We consider the differential operator $$D:\Gamma(TM)\to \Gamma (TM)$$

with $$D(X)=\nabla \circ Div(X)$$.

The principal symbol $\delta (D): \pi^* TM \to \pi^* TM$, as a bundle morphism, has constant fiber wise rank $1$ where $\pi$ is the natural projection from the unit cotangent bundle $S^*(M)$ to $M$. So the image of this bundle morphism is a line bundle over $S^*(M)$. The first Chern class of the complexification of this line bundle determines a cohomology class in $H^2(S^*M)\simeq H^2 (M)$. So we obtain a cohomology class $\lambda(M) \in H^2 (M)$.

Does this cohomology class have an alternative formulation?Is there a name for this cohomology class? In dimension $4$, does $\int_M \lambda(M) \wedge \lambda (M) $ depend on the Riemanian metric $g$ on $M$?
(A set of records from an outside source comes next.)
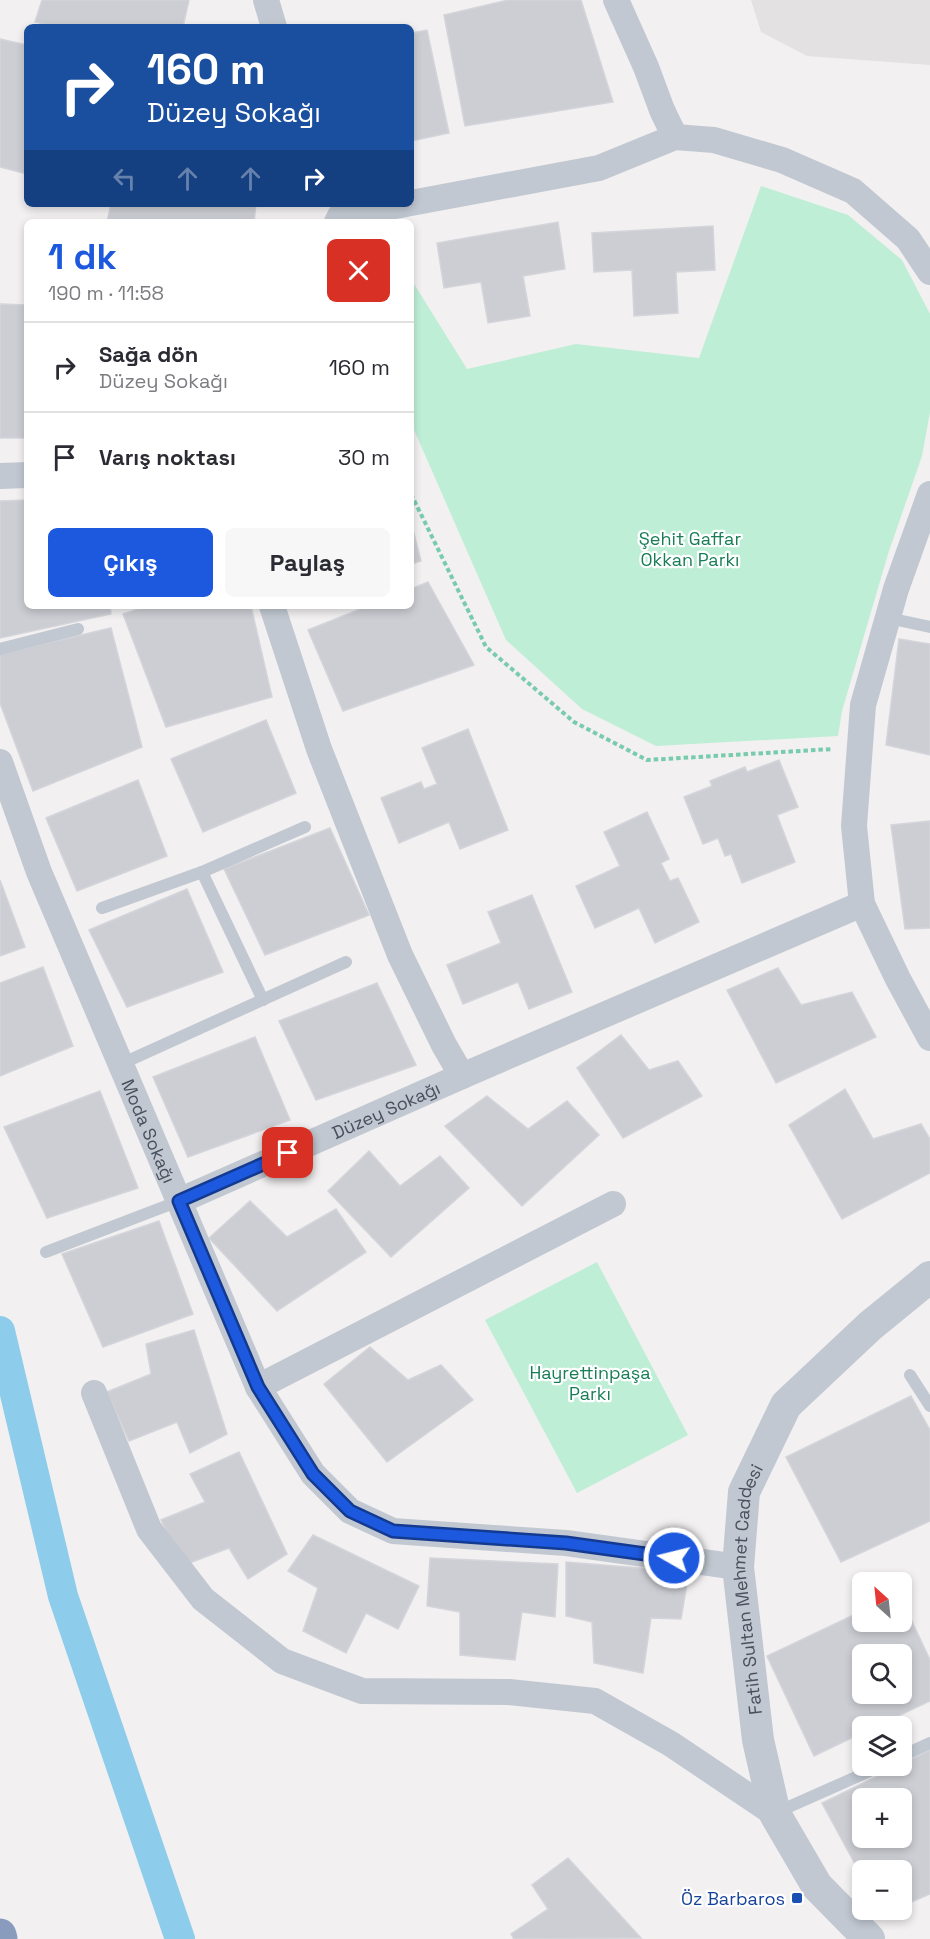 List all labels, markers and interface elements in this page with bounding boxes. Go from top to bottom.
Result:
text: 160 m [147,43,266,96]
icon: right [48,48,126,126]
text: Düzey Sokağı [147,95,321,130]
icon: left [108,162,141,195]
icon: ahead [171,162,204,195]
icon: ahead [234,162,267,195]
icon: right [297,162,330,195]
text: 1 dk [48,234,117,280]
button: close [327,239,390,302]
text: 190 m · 11:58 [48,280,164,306]
text: Sağa dön [99,340,198,368]
icon: right [48,351,81,384]
text: 160 m [329,353,390,381]
text: Düzey Sokağı [99,368,228,394]
icon: arrive [48,441,81,474]
text: Varış noktası [99,443,236,471]
text: 30 m [338,443,390,471]
park label: Şehit Gaffar Okkan Parkı [639,527,741,571]
button: Çıkış [48,528,213,597]
button: Paylaş [225,528,390,597]
street label: Moda Sokağı [117,1075,181,1186]
street label: Düzey Sokağı [328,1076,443,1144]
pin [262,1127,313,1178]
icon: arrive [271,1136,304,1169]
park label: Hayrettinpaşa Parkı [529,1361,651,1405]
street label: Fatih Sultan Mehmet Caddesi [726,1460,767,1716]
position arrow [642,1526,706,1590]
north arrow [852,1572,912,1632]
map controls [852,1572,912,1920]
button: search [852,1644,912,1704]
button: layers [852,1716,912,1776]
button: + [852,1788,912,1848]
button: − [852,1860,912,1920]
place label: Öz Barbaros [681,1887,785,1910]
marker: Öz Barbaros [790,1891,804,1905] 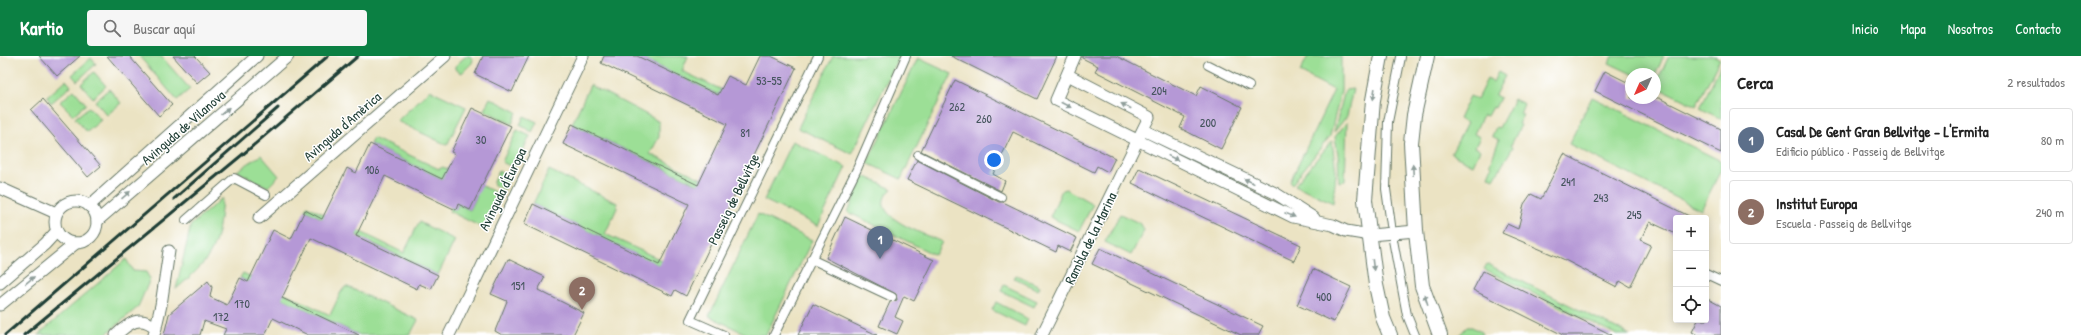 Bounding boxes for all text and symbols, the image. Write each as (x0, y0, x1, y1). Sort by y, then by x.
search box (87, 10, 367, 46)
text: Kartio (20, 15, 63, 41)
icon: search (101, 17, 123, 39)
text: Buscar aquí (133, 18, 196, 39)
text: Inicio (1852, 19, 1878, 38)
text: Mapa (1900, 19, 1926, 38)
text: Nosotros (1948, 19, 1993, 38)
text: Contacto (2015, 19, 2061, 38)
north arrow (1625, 68, 1661, 104)
text: Cerca (1737, 71, 1773, 94)
house number: 53-55 (756, 72, 782, 89)
text: 2 resultados (2007, 73, 2065, 91)
house number: 204 (1151, 82, 1167, 99)
street label: Avinguda de Vilanova (137, 85, 230, 170)
street label: Avinguda d'Amèrica (299, 87, 386, 166)
one-way arrow (1371, 88, 1377, 100)
house number: 262 (949, 98, 965, 115)
one-way arrow (1060, 102, 1072, 109)
one-way arrow (1121, 102, 1132, 109)
one-way arrow (220, 106, 230, 115)
house number: 260 (976, 110, 992, 127)
house number: 200 (1200, 114, 1216, 131)
text: Casal De Gent Gran Bellvitge - L'Ermita (1776, 121, 1989, 142)
house number: 81 (740, 124, 750, 141)
house number: 30 (476, 131, 486, 148)
text: 1 (1749, 131, 1753, 149)
text: 80 m (2041, 131, 2064, 149)
text: Edificio público · Passeig de Bellvitge (1776, 142, 1945, 160)
street label: Avinguda d'Europa (474, 144, 531, 234)
street label: Passeig de Bellvitge (703, 150, 764, 248)
your location (984, 150, 1004, 170)
one-way arrow (1167, 155, 1178, 162)
house number: 106 (365, 161, 379, 178)
one-way arrow (1409, 164, 1416, 176)
house number: 241 (1561, 173, 1575, 190)
one-way arrow (1243, 178, 1255, 184)
street label: Rambla de la Marina (1059, 188, 1121, 287)
house number: 243 (1593, 189, 1609, 206)
one-way arrow (121, 191, 132, 200)
text: Institut Europa (1776, 193, 1857, 214)
text: 2 (1748, 203, 1754, 221)
text: 240 m (2035, 203, 2064, 221)
house number: 245 (1626, 206, 1642, 223)
one-way arrow (1284, 212, 1296, 218)
text: Escuela · Passeig de Bellvitge (1776, 214, 1912, 232)
map controls (1673, 215, 1709, 323)
button: + (1673, 215, 1709, 251)
pin: 1 (867, 226, 893, 259)
button: − (1673, 251, 1709, 287)
one-way arrow (1370, 259, 1377, 271)
one-way arrow (25, 276, 36, 285)
house number: 151 (511, 277, 525, 294)
pin: 2 (569, 277, 595, 310)
button: locate (1673, 287, 1709, 323)
house number: 400 (1316, 288, 1332, 305)
one-way arrow (1423, 292, 1429, 304)
house number: 170 (234, 295, 250, 312)
house number: 172 (213, 308, 229, 325) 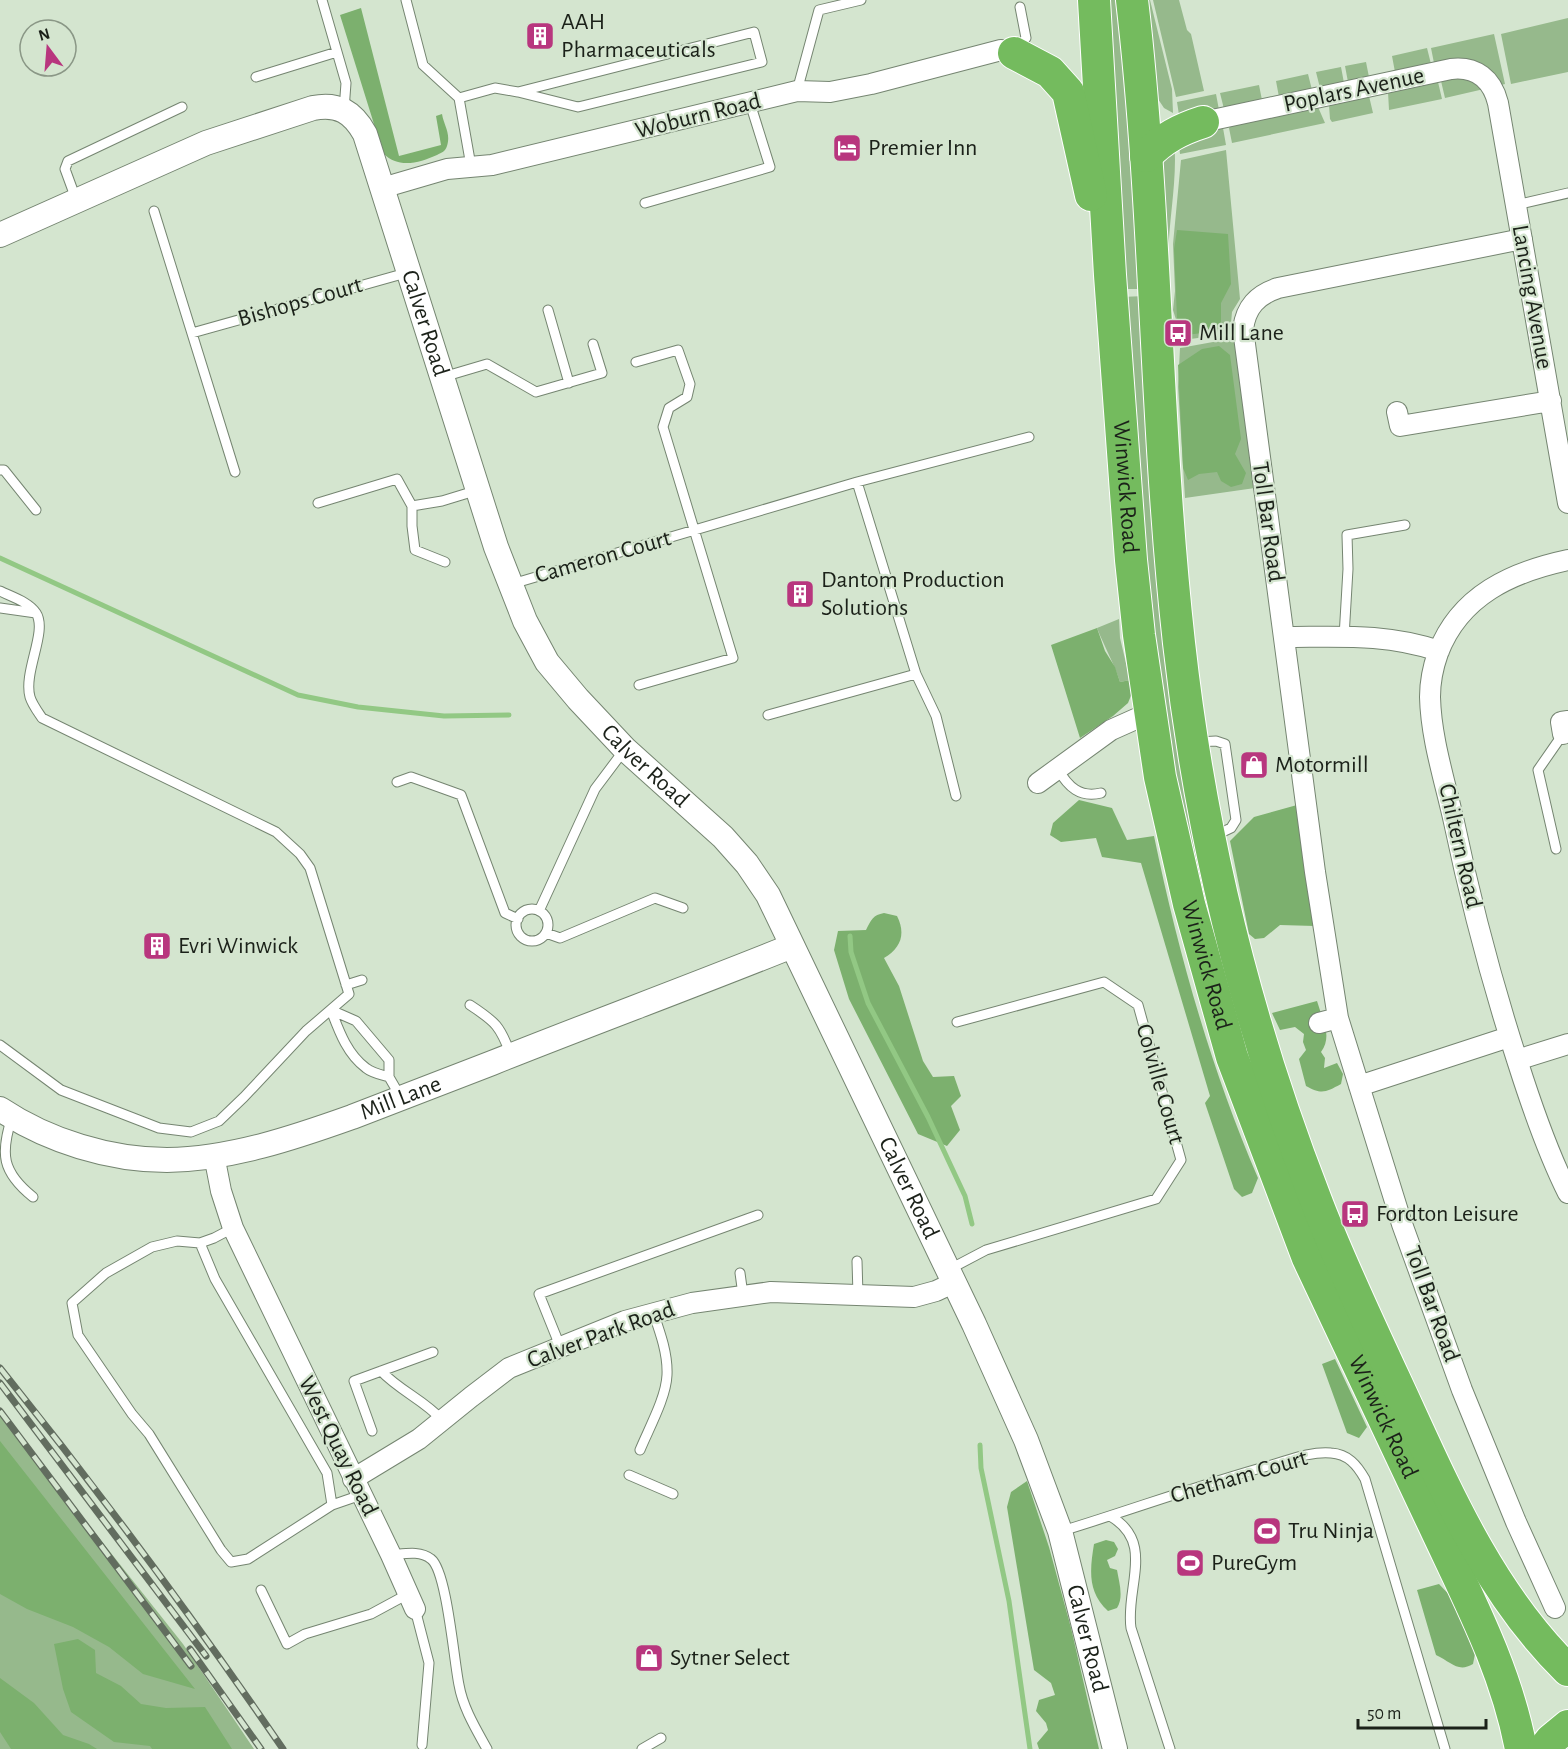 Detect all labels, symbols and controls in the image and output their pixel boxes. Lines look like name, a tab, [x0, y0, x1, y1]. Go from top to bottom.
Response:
place label: AAH Pharmaceuticals	[561, 10, 716, 62]
north arrow	[18, 18, 78, 78]
building icon: AAH Pharmaceuticals	[524, 20, 556, 52]
text: N	[37, 25, 52, 44]
street label: Poplars Avenue	[1282, 63, 1426, 117]
street label: Woburn Road	[633, 89, 763, 143]
hotel icon: Premier Inn	[831, 132, 863, 164]
place label: Premier Inn	[868, 136, 977, 160]
street label: Lancing Avenue	[1507, 223, 1557, 371]
street label: Calver Road	[397, 267, 453, 379]
street label: Bishops Court	[235, 273, 365, 331]
bus stop icon: Mill Lane	[1162, 317, 1194, 349]
place label: Mill Lane	[1199, 321, 1284, 345]
street label: Winwick Road	[1109, 420, 1142, 554]
street label: Toll Bar Road	[1248, 460, 1288, 584]
street label: Cameron Court	[532, 526, 674, 588]
place label: Dantom Production Solutions	[821, 568, 1005, 620]
building icon: Dantom Production Solutions	[784, 578, 816, 610]
street label: Calver Road	[597, 720, 693, 812]
shop icon: Motormill	[1238, 749, 1270, 781]
place label: Motormill	[1275, 753, 1369, 777]
street label: Chiltern Road	[1434, 781, 1486, 911]
street label: Winwick Road	[1177, 898, 1236, 1032]
building icon: Evri Winwick	[141, 930, 173, 962]
place label: Evri Winwick	[178, 934, 298, 958]
street label: Colville Court	[1131, 1021, 1189, 1147]
street label: Mill Lane	[357, 1072, 445, 1125]
street label: Calver Road	[874, 1133, 943, 1243]
bus stop icon: Fordton Leisure	[1339, 1198, 1371, 1230]
place label: Fordton Leisure	[1376, 1202, 1519, 1226]
street label: Toll Bar Road	[1400, 1243, 1464, 1365]
street label: Calver Park Road	[524, 1297, 678, 1373]
street label: Winwick Road	[1344, 1352, 1422, 1482]
street label: West Quay Road	[294, 1372, 382, 1520]
street label: Chetham Court	[1168, 1446, 1311, 1508]
sports icon: Tru Ninja	[1251, 1515, 1283, 1547]
place label: Tru Ninja	[1288, 1519, 1374, 1543]
sports icon: PureGym	[1174, 1547, 1206, 1579]
place label: PureGym	[1211, 1551, 1297, 1575]
street label: Calver Road	[1062, 1582, 1112, 1695]
shop icon: Sytner Select	[633, 1642, 665, 1674]
place label: Sytner Select	[670, 1646, 790, 1670]
scale bar	[1358, 1692, 1486, 1730]
text: 50 m	[1367, 1705, 1401, 1723] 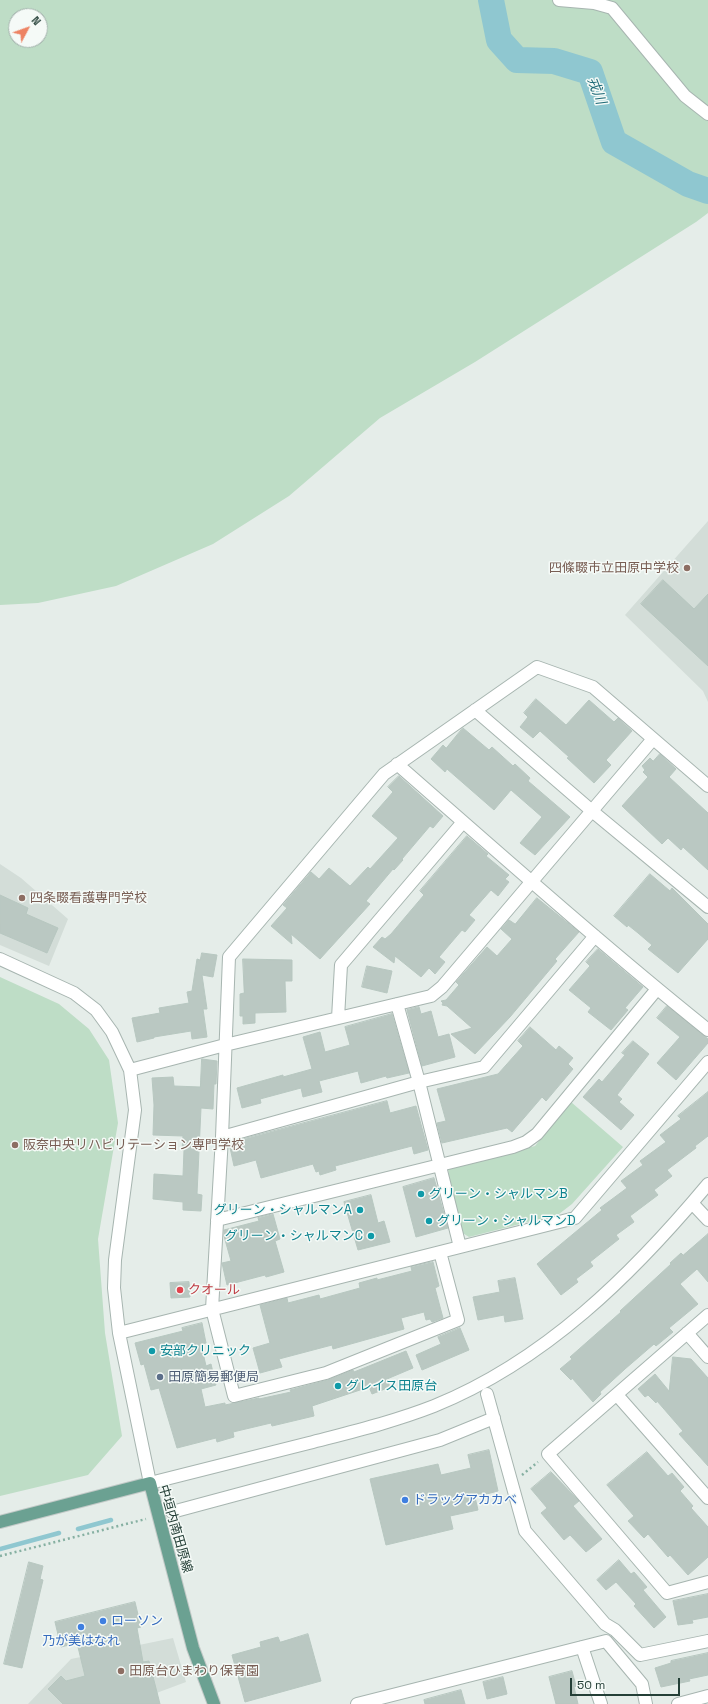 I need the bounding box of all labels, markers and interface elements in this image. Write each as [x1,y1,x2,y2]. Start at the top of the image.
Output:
north arrow [8,8,48,48]
text: N [29,13,44,28]
water label: 戎川 [583,75,609,107]
place label: 四條畷市立田原中学校 [549,560,679,576]
marker: 四條畷市立田原中学校 [682,563,692,573]
place label: 四条畷看護専門学校 [30,890,147,906]
marker: 四条畷看護専門学校 [17,893,27,903]
place label: 阪奈中央リハビリテーション専門学校 [23,1137,244,1153]
marker: 阪奈中央リハビリテーション専門学校 [10,1140,20,1150]
place label: グリーン・シャルマンB [429,1186,568,1202]
marker: グリーン・シャルマンB [416,1189,426,1199]
place label: グリーン・シャルマンA [214,1202,352,1218]
marker: グリーン・シャルマンA [355,1205,365,1215]
place label: グリーン・シャルマンD [437,1213,576,1229]
marker: グリーン・シャルマンD [424,1216,434,1226]
place label: グリーン・シャルマンC [225,1228,363,1244]
marker: グリーン・シャルマンC [366,1231,376,1241]
place label: クオール [188,1282,240,1298]
marker: クオール [175,1285,185,1295]
place label: 安部クリニック [160,1343,251,1359]
marker: 安部クリニック [147,1346,157,1356]
place label: 田原簡易郵便局 [168,1369,259,1385]
marker: 田原簡易郵便局 [155,1372,165,1382]
place label: グレイス田原台 [346,1378,437,1394]
marker: グレイス田原台 [333,1381,343,1391]
street label: 中垣内南田原線 [155,1483,195,1575]
place label: ドラッグアカカベ [413,1492,517,1508]
marker: ドラッグアカカベ [400,1495,410,1505]
place label: ローソン [111,1613,163,1629]
marker: ローソン [98,1616,108,1626]
marker: 乃が美はなれ [76,1622,86,1632]
place label: 乃が美はなれ [42,1633,120,1649]
place label: 田原台ひまわり保育園 [129,1663,259,1679]
marker: 田原台ひまわり保育園 [116,1666,126,1676]
scale bar [572,1670,682,1696]
text: 50 m [577,1677,605,1693]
The motivation for this question is the following:

I was thinking to find a concept weaker than ellipticity of differential operators. Then I consider the condition that the symbol has constant rank for all fibers.(The full rank is the same as elliptic concept). The only example I found was the above differential operator.

What are some other examples of this type:i.e the symbol of our differential operator is not invertible but has constant fiber wise rank? Are there some theories which consider this generalized elliptic operators?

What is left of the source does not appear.